Porpoise Bay, Sechelt (Spring 2002)
The May Day long weekend came up quickly this year and Andrea wanted to
kick off the camping season. I had never been to the sunshine coast
(but it seems that everyone else has) since most of the big provincial camp
sites were already booked up (go figure - only one weeks notice) we decided
on Porpoise Bay.
Our first morning we went Kayaking. Given my experience in Hawaii
(got salt water on a camera) I decided not to bring my camera. We got back
in the afternoon and decided to go for a walk around camp. The northern
edge of the camp site is Angus creek - a salmon stream that is mostly covered
over by forest. There is a trail along the edge of the creek with nice
Next to the creek is the lush plant life of spring. The ferns were
just starting to come out and a few spring flowers were also making a show.
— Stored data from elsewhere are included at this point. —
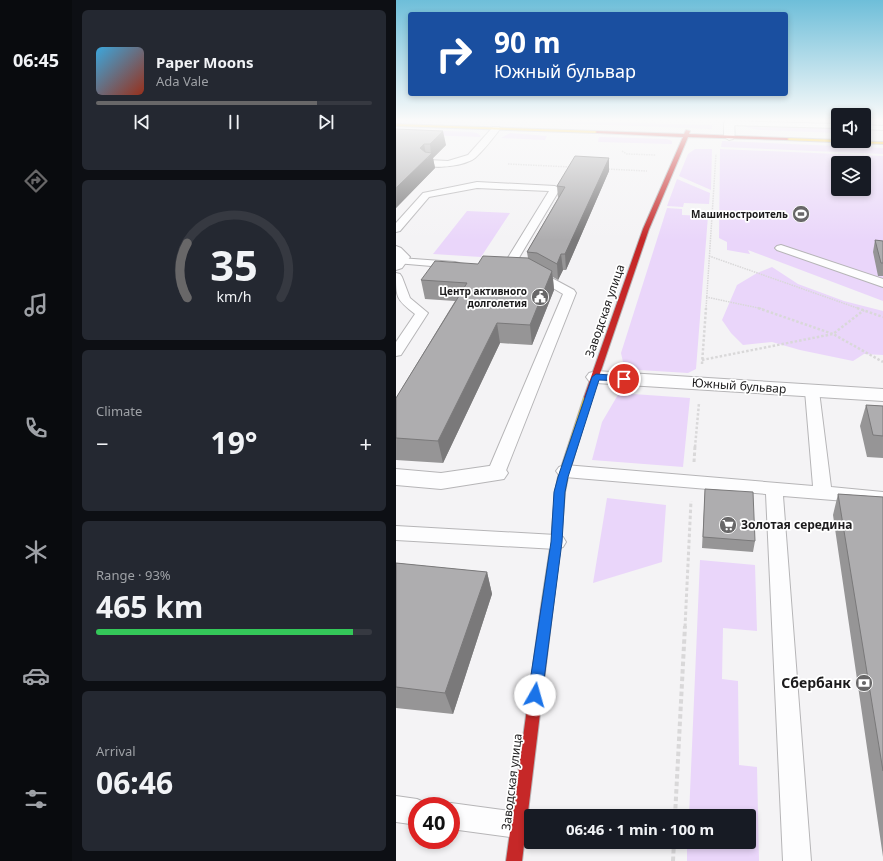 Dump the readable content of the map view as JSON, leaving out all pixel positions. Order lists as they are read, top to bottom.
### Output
{
  "streets": {
    "main road": ["Заводская улица"],
    "street": ["Южный бульвар"]
  },
  "crossings": [
    ["Заводская улица", "Южный бульвар"]
  ],
  "places": {
    "sports": ["Машиностроитель"],
    "public building": ["Центр активного долголетия"],
    "supermarket": ["Золотая середина"],
    "bank": ["Сбербанк"]
  },
  "page": {
    "tabs": "06:45",
    "turn": ["90 m", "Южный бульвар"],
    "song": ["Paper Moons", "Ada Vale"],
    "tile": [
      "Climate",
      ["Range · 93%", "465 km"],
      ["Arrival", "06:46"]
    ],
    "heat": ["−", "19°", "+"],
    "limit": "40",
    "trip": "06:46 · 1 min · 100 m",
    "gauge": ["35", "km/h"]
  }
} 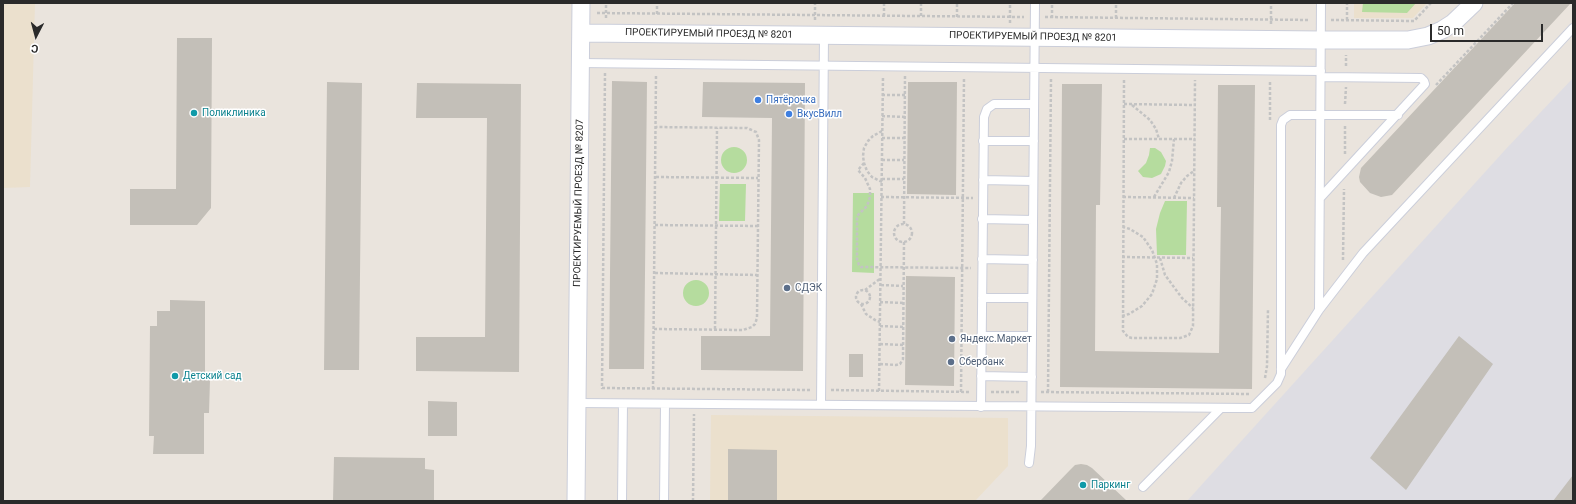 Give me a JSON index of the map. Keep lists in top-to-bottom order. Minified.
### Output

The creek breaks out onto the beach - a mostly sand flat beach with enough
rocks to make jogging a hazardous affair.
From the Delta we walked back toward the day part of the camp and who
should we run into? The rest of our party! The daisies were out
in full force giving postcard pictures of the BC Parks picnic tables and
a wonderful opportunity to show off how much we were relaxing on our trip
- nothing like sleeping in a field of daisies!
Back to camp for dinner,
and I noticed the sunset was changing light around us. I walked back
to the beach to see a great sunset.
We got rain both evenings
so camp starts out a little moist in the mornings. Next morning and
it's time for a walk!
Chapman Creek Trail
The Chapman creek is fast creek that caries salmon in the fall. We
were there in the spring so it was probably flowing faster than average, but
it didn't look like the kind of place you would want to go swimming.
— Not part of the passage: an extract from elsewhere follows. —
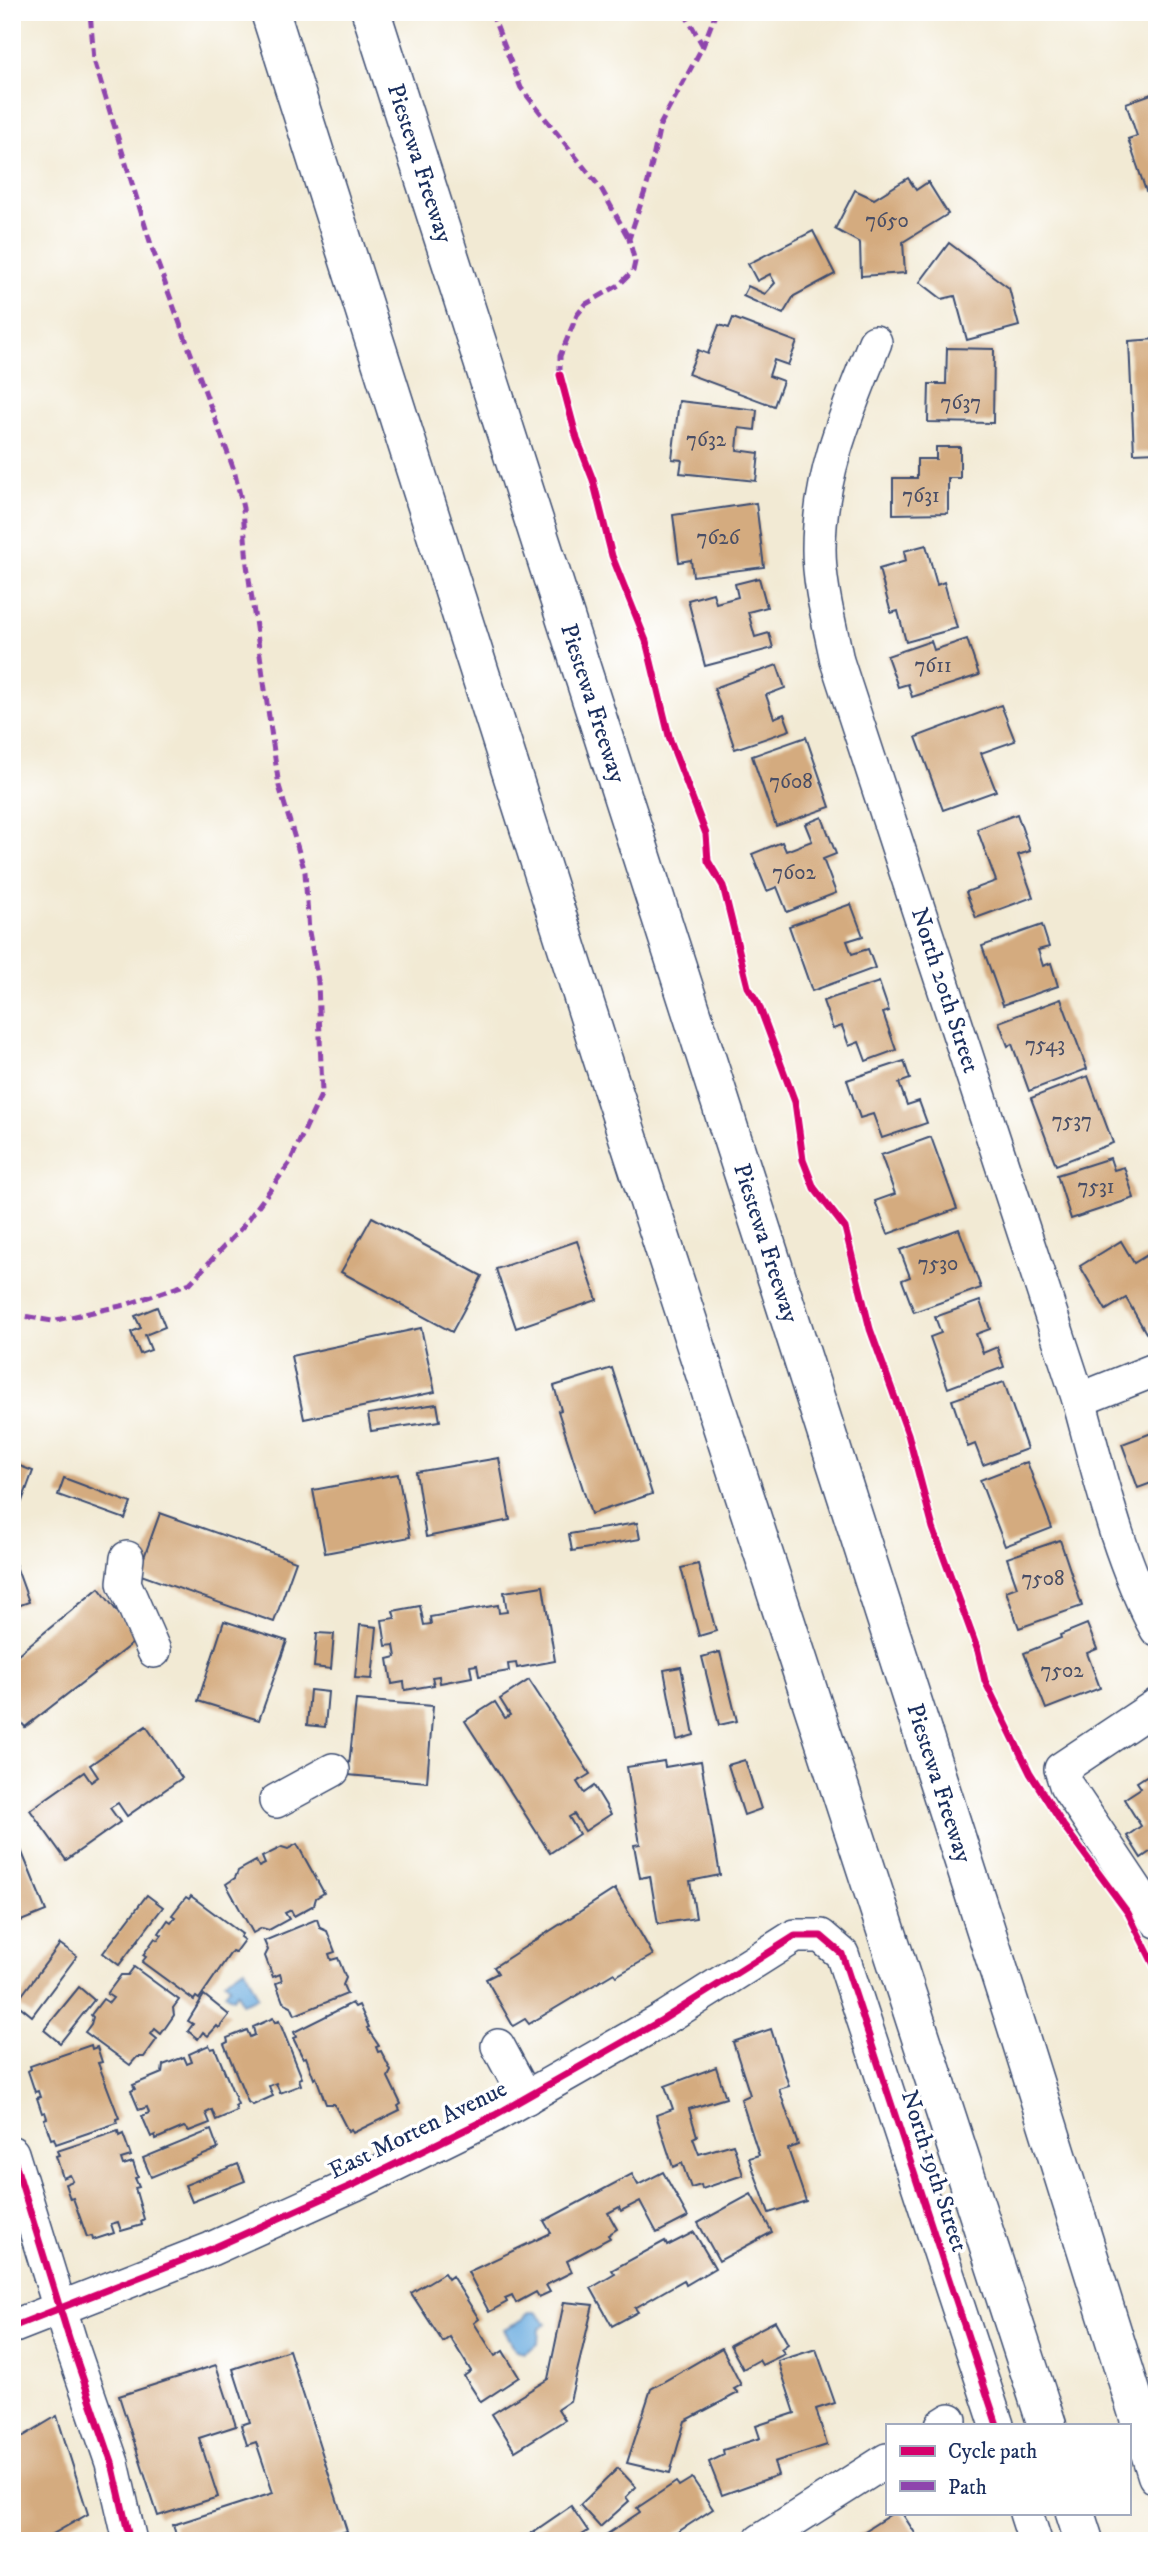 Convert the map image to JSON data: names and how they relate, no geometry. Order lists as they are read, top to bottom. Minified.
{"streets":{"highway":["Piestewa Freeway"],"street":["North 20th Street","East Morten Avenue","North 19th Street"]},"crossings":[["East Morten Avenue","North 19th Street"]],"house_numbers":["7650","7637","7632","7631","7626","7611","7608","7602","7543","7537","7531","7530","7508","7502"],"legend":["Cycle path","Path"]}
The trail itself has a number of gnomes and trolls craved into dead fall and
stumps. The "spirits" were carved by Terry Chapman (not related to
the person for whom the creek was named) in 1996. They certainly added
entertainment to our hike.
We weren't particularly satisfied with the half hour hike with the carvings
so we wandered further. The guide book (Sunshine Coast Recreation
and Visitor's Guide) suggests there are falls half an hour after after the
carvings. The book is wrong.
We hiked for about
an hour and a half until we got to the power lines (part of the problem is
not knowing where we were going because we didn't have a good map.)
When we got to the power lines, we met some bikers who suggested the hike
to the falls would be an additional 45 minuets. Most people were hungry
so we just hiked back. When we got back we drove to a near by beach
and notice a sign with a trail map. The book is wrong.
Our camp site has
a ban on fires - at first we were confused, but the first night we saw a
plume of smoke sitting over the far shore - the air flow around the combination
of mountains, inlet and open ocean causes air to sit over Porpoise Bay at
night. The camp site has three small fire pits (community fire sites)
and in the evening we joined in and quickly found ourselves there alone.
For a May day long weekend trip, we expected rain, but we still had a
lot of fun!
Tags: art(5), stream(4), beach(3), dappled light(2), fern(2), flower(2)
People: Karen(3), David(2), Jeremy(2), Mark(1), Andrea(1)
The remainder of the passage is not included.